Baltimore Ravens Cut Bernard Pierce – Is DUI Finally Unacceptable in the NFL?
Just hours after he was arrested for DUI, the Baltimore Ravens cut Bernard Pierce from the team. Why is this news? Were Pierce a truck driver, teacher, or nurse, his job would of course be on the line for an alcohol-related offense. Are football players different?
The answer is yes. Pierce’s dismissal is news because for years the NFL has been lax in disciplining players for crimes off the field. And no crime is more common in professional football than DUI. From 2000 to 2014, 713 players were arrested. 202 of those arrests were for driving under the influence. Entire sites are dedicated to the transgressions of football players.
Professional football is a lucrative business, and the people who ultimately make the product that’s being sold are the players. So the NFL and the NFL Players Association have been cautious in reining in errant players merely because they pose a danger to society. It must be said that progress has been made in recent years; the NFL’s alcohol policy now calls for a two-game ban for a first violation, and stiffer penalties for repeat offenses. But that is still a far cry from immediate dismissal, the call made by the Ravens.
It took a scandal the magnitude of the Ray Rice affair to nudge the Ravens into such strict action. According to reports, Pierce told police that he would be cut from the team; while the Ravens have no written policy, the management had warned players that they would face dismissal if they tangled with the law.

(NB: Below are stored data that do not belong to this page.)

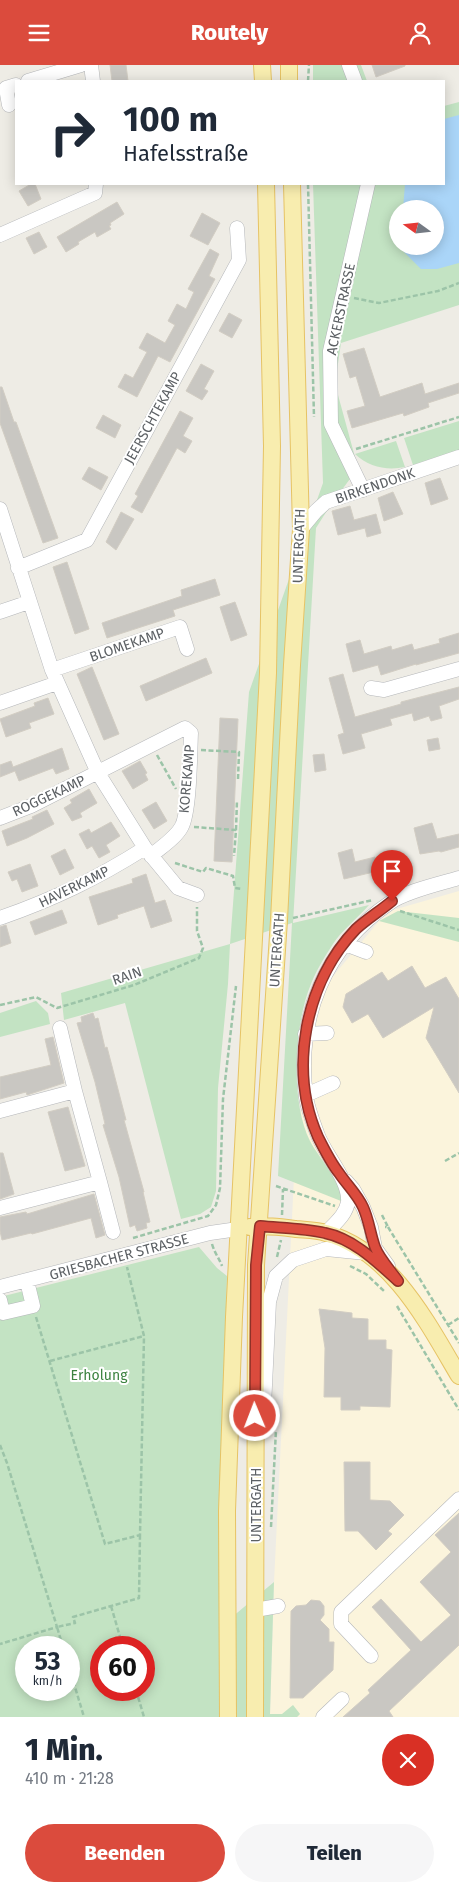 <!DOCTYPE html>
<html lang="de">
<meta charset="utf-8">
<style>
body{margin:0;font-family:"Fira Sans",sans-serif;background:#f6f6f7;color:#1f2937;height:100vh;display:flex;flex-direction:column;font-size:19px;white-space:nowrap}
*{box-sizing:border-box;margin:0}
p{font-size:16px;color:#747a83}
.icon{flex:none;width:28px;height:28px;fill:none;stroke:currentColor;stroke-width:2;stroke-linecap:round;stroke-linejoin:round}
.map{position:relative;height:1652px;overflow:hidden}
.details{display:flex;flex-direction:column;background:#fff;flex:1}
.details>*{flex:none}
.guide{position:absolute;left:15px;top:15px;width:430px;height:105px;border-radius:0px;box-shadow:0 2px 12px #0003;background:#fff;color:#1f2937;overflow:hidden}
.needle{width:32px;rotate:285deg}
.fabs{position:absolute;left:389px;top:135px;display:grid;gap:10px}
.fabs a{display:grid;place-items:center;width:55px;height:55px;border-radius:50%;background:#fff;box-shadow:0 2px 12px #0003;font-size:25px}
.speed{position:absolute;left:15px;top:1571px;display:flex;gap:10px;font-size:25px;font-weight:700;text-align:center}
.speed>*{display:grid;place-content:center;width:65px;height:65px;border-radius:50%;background:#fff;box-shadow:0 2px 12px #0003;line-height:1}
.speed small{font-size:12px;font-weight:400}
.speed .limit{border:8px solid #d22;background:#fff;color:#111}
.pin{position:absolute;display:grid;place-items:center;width:42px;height:42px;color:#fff;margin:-51px -21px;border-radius:50% 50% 50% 0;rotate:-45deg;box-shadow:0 0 5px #0007}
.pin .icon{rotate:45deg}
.me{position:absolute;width:55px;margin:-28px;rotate:359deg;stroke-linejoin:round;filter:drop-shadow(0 0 4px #0008)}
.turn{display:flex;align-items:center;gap:18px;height:105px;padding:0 25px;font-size:22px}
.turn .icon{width:65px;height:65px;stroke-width:2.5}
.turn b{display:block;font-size:35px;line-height:42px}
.round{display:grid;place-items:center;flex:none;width:52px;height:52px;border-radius:26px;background:#f6f6f7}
.head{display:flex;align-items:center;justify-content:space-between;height:85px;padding:0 25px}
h1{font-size:30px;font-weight:800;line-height:38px}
.action{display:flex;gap:10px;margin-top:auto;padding:10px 25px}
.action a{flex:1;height:58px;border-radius:30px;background:#db4b3d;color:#fff;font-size:20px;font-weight:800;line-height:58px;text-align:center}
.action a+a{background:#f6f6f7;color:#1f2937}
header{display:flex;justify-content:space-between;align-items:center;height:65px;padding:0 25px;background:#db4b3d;color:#fff;font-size:22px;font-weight:800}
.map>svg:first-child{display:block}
</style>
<header><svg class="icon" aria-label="menu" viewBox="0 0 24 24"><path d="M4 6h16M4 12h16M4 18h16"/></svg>Routely<svg class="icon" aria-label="person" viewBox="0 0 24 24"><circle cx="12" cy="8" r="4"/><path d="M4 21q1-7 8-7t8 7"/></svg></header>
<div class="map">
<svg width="459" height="1652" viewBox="0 0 459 1652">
<rect width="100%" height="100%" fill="#eeece5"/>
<!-- commercial -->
<path fill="#fbf4dc" d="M459,826V1652H297L300,1649H270L274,1517L295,1092L309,984L324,922L379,856L393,845Z"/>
<!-- green -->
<path fill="#c3e3c3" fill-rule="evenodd" d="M313,0H361L367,16H313Z
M459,37V240L341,278L335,319L358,403L330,441L316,463L293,858L369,840C358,853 342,865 333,879C325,891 316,906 311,919C294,959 290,1037 310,1076C318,1092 343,1118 341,1136L278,1111L292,858L230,879L228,919L218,1023L216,1126L211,1142L200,1149L181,1154L125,938L64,955L61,928L230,879L249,627L323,418L313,119H444V41ZM398,144H435V181H398Z
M459,356V385L413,400L404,373Z
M396,376L405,402C387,406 369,402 355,389Z
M398,846L459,853V877L379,856Z
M36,936L48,948L50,959L0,972V948Z
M199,1182L217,1203L227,1211L219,1563L274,1517L270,1649H282L293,1640L300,1649L297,1652H0V1232ZM26,1582H69V1625H26ZM101,1582H144V1625H101Z"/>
<!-- water -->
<path fill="#aad5f8" d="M459,50V198L437,204H421L404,187V181H435V144H403L405,119H444V54Z"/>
<!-- building -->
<path fill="#c9c7c2" stroke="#d2cdc3" d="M110,0H126L128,16H112Z
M372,0H405V1L376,12Z
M31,119H35L41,134L28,141L19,126Z
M117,137L124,149L110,158L111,160L109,161L111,164L97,172L95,167L78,177L79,179L66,187L57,172Z
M202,148L220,158L208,180L190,171Z
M39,167L47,182L34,189L26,173Z
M210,184L219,189L209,211L215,214L170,297L158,291L137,332L118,322L125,309L133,313L147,287L139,283L147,268L165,278L175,260L168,256L177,239L186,244L194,227L188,224Z
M229,248L242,255L232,273L219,266Z
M364,283L380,332L422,318L425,329L459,318V328L428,338L429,342L404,351L403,348L352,363L347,346L365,341L356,311L350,313L343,289Z
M201,299L214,306L204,324L208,326L202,335L186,326Z
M0,322H2L14,357H16L58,473L43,478L0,358Z
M180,346L193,353L183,371L192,376L185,388L177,383L142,448L131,442L138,431L135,429Z
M103,350L121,360L115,373L96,363Z
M89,402L108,412L101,425L82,414Z
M440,413L448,434L431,440L425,418Z
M393,427L403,449L384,456L378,433Z
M350,441L354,455L376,449L381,468L367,472L365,463L338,470L332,446Z
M121,447L134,454L116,485L106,477Z
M67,497L89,564L75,569L53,502Z
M215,514L220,530L173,545L175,551L107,573L102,558L182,531L181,525Z
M235,537L247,570L231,576L220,542Z
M459,568V588L416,600V599L381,610L378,600L353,607L346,579L360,575L364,589L391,581L392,585L412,579L414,585L440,578L439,574Z
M206,593L212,608L146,636L140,621Z
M92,602L119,669L104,675L77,609Z
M343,609L355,652L401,639V637L459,622V634L439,641L442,653L431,656L429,651L414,656L412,648L390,654L392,660L361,669L365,683L343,689L338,670L344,668L329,613Z
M48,633L54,649L29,658L31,663L6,672L0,654L35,641L34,638Z
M220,653L238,654L232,797L214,796Z
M438,673L440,684L429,686L427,675Z
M62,683L69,704L56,709L53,703L19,716L15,706L0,712V700L11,696L13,702Z
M324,689L326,705L315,707L313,690Z
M140,696L147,708L145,709L148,715L133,724L122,706Z
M89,724L97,738L80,748L82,752L72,756L64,743L72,738L70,735Z
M156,737L167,756L154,764L142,745Z
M47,745L54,759L27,773L7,781L2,766L33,754L32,752Z
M111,757L120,771L106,780L110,787L99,793L92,781L87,784L79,769L89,764L91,768Z
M432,758L437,774L459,769V782L441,787L439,786L420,789L414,763Z
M65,784L74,803L60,810L51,791Z
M352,784L355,797L375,792L378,806L344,814L338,788Z
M30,799L38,821L22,827L17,814L12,816L8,807Z
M146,809L155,838L165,835L172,856L151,863L144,841L117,850L118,853L98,860L89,832L133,818L132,814Z
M62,845L67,858L35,870L30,857Z
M6,860L11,878L0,882V862Z
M412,901L425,923L446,912L459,934V1028L426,973L434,942L383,973L368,949L352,958L343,942L346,929L382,907L388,916Z
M93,948L95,954L98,953L105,983L107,982L126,1055H124L144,1127H143L150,1157L146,1158L147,1163L137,1166L135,1160L130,1162L119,1112L103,1060L105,1059L95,1017L77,958L82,957L81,952Z
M53,972L64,1018L27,1030L26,1027L0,1034V1012L51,1000L45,974Z
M68,1042L85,1101L65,1106L48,1047Z
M0,1088H3L14,1129L0,1134Z
M94,1129L105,1170L96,1173L91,1153L32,1169L31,1168L2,1175L0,1166V1152L26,1147L27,1149Z
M319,1244L352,1248V1253L368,1254V1275H386V1284L392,1285L390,1342L360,1341V1345H341V1332H324L325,1283Z
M344,1397H370V1435L390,1436L404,1450L388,1466L392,1469L376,1485L358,1466H345Z
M459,1448V1580L389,1646L393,1652H343L370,1628L368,1625L411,1585L372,1542L381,1534L421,1577L451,1550L420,1517L451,1487L435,1470Z
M311,1535L320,1536L324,1541V1550L320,1555L329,1564V1577H334L333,1605L303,1633H290L291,1546L296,1541L306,1540Z"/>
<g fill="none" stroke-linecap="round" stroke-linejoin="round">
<!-- minor casing -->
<g stroke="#b5b7ba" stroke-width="15">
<path id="minor" d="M91,0L93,16
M349,0L355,16
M28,16L81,0
M9,40L6,23L16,20
M0,170L95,128L96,119
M363,425L331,359L330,286L368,119
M0,444L52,605L98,708L145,783L178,823L197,830
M301,464L316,446L326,437L459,392
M18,503L87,475L239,195L237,163
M0,547L29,537
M52,605L180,562L187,584
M371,623L384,625L459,604
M0,638L57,618
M0,753L31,741L185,663L191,668C190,689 190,744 182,761C176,773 161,782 151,791
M0,853C54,834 96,814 145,783
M345,879L366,887
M60,963L75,1026
M305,969L327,968
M306,1030L333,1018
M0,1046L75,1026L100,1117L0,1143
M346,1116L353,1124L363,1142L371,1162L375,1183L388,1201
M100,1117L113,1167
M326,1168C334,1159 346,1150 348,1137C350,1115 324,1089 317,1068C313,1057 308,1044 306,1032C296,953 324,882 391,837C407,826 439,819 459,813
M0,1222L210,1168L238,1164
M0,1235L3,1248L33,1241L27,1216
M263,1362L269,1237L276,1211L293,1195L326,1184L366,1188
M261,1544L278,1541
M371,1591L341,1559V1547L459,1434
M323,1652L342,1634"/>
</g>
<!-- major casing -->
<g stroke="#e6c365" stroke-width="18">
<path id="major" d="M262,0L263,16
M289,0V16
M250,1162C265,1160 280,1162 296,1164C306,1165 317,1165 326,1168C391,1186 427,1257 459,1311
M228,1652L227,1446L234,1252L268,608L272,381L266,119
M255,1652L256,1200L279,855L292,600L301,464L292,119"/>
</g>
<!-- path -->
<path stroke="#9cc4a8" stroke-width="2.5" stroke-dasharray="5 2.5" stroke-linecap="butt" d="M308,16L309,0
M308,119L314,352
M354,233L379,238L438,226L459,218
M356,384L459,352
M201,685L239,687L238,714
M157,690L176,724
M194,762L236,765L234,791
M236,765L237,735
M175,798L203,807L206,803L233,811L235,823L242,824
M400,846L459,865
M293,853L373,835
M0,940L36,932L57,943L134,920L199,893L203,883L197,866V842
M445,1096L459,1088
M276,1121L335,1141
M282,1150L283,1124
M382,1150L388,1162H385
M388,1162L459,1278
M133,1173L208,1151L216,1140L220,1123L223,1034L236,921
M212,1179C215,1189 219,1193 222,1201
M277,1192L281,1175
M350,1201L366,1209L385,1227
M397,1241L459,1345
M36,1252L105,1479L140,1470L144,1271L127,1202
M448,1260L459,1253
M50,1296L144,1271
M0,1380L7,1398L57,1562L0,1579
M271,1462L276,1365
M111,1541L123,1582
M63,1582L57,1562L75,1558L73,1552L139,1533L140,1470
M69,1602L84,1652
M136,1625L144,1652"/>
<!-- minor -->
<use href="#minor" stroke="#fff" stroke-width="14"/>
<!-- major -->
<use href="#major" stroke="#f8edaf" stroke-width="16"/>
</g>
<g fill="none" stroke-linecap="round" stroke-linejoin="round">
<!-- route casing -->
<g stroke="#8e3128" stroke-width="12">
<path id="route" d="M255,1351L256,1200L260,1161C281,1163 304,1163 325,1168C354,1174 377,1197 398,1216C391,1206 379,1193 375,1182C370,1168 369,1155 363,1142C357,1129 347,1120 339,1108C331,1098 324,1084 318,1072C288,1005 305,917 356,864C367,854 380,846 392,836"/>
</g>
<!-- route -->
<use href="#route" stroke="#db4b3d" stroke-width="9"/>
</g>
<g text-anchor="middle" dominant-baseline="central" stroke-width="4" stroke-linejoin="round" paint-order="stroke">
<!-- street labels -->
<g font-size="14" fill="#5c6064" stroke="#fff">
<text transform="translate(341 244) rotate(-78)">ACKERSTRASSE</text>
<text transform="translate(153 353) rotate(-61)">JEERSCHTEKAMP</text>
<text transform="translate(375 421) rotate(-19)">BIRKENDONK</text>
<text transform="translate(299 481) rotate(-88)">UNTERGATH</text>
<text transform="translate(127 580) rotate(-19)">BLOMEKAMP</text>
<text transform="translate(187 714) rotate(-85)">KOREKAMP</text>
<text transform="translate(49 731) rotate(-25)">ROGGEKAMP</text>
<text transform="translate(74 822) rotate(-26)">HAVERKAMP</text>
<text transform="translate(277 885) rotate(-86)">UNTERGATH</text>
<text transform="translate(127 911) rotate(-19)">RAIN</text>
<text transform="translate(119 1192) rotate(-15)">GRIESBACHER STRASSE</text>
<text transform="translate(256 1440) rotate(-90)">UNTERGATH</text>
</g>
<!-- park labels -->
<g font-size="14" fill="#3c8340" stroke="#fff">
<text x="99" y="1310">Erholung</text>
</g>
</g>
</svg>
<div class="fabs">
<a><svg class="needle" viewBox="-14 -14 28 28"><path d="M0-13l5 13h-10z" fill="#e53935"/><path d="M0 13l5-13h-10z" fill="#747a83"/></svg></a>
</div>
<div class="speed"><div>53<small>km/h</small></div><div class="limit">60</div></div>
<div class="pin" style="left:392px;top:836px;background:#d93025"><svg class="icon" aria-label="arrive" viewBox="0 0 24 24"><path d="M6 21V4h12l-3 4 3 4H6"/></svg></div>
<svg class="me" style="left:255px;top:1351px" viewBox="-20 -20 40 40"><circle r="17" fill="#db4b3d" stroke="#fff" stroke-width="3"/><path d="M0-11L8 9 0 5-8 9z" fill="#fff"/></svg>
<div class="guide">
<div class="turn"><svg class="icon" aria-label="right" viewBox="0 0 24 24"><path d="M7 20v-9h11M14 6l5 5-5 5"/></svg><div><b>100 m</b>Hafelsstraße</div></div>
</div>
</div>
<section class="details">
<div class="head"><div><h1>1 Min.</h1><p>410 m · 21:28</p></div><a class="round" style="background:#d93025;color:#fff"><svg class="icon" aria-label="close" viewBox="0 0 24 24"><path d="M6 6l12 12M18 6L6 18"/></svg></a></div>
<div class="action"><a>Beenden</a><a>Teilen</a></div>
</section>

Pierce admitted to having had had three shots of Jack Daniels, and was going 55 mph in a 30 mph zone in Towson, Maryland.
Is self-monitoring by teams the answer? Will all the franchises take DUI as seriously as the Ravens are? Public opinion is the real driver here. Because fans have expressed outrage at teams that condone illegal behavior, one team has decided to hold their players to a higher standard.
If the public keeps up the noise – if we show our approval of the Ravens for their decision – maybe the other teams will follow Baltimore’s example.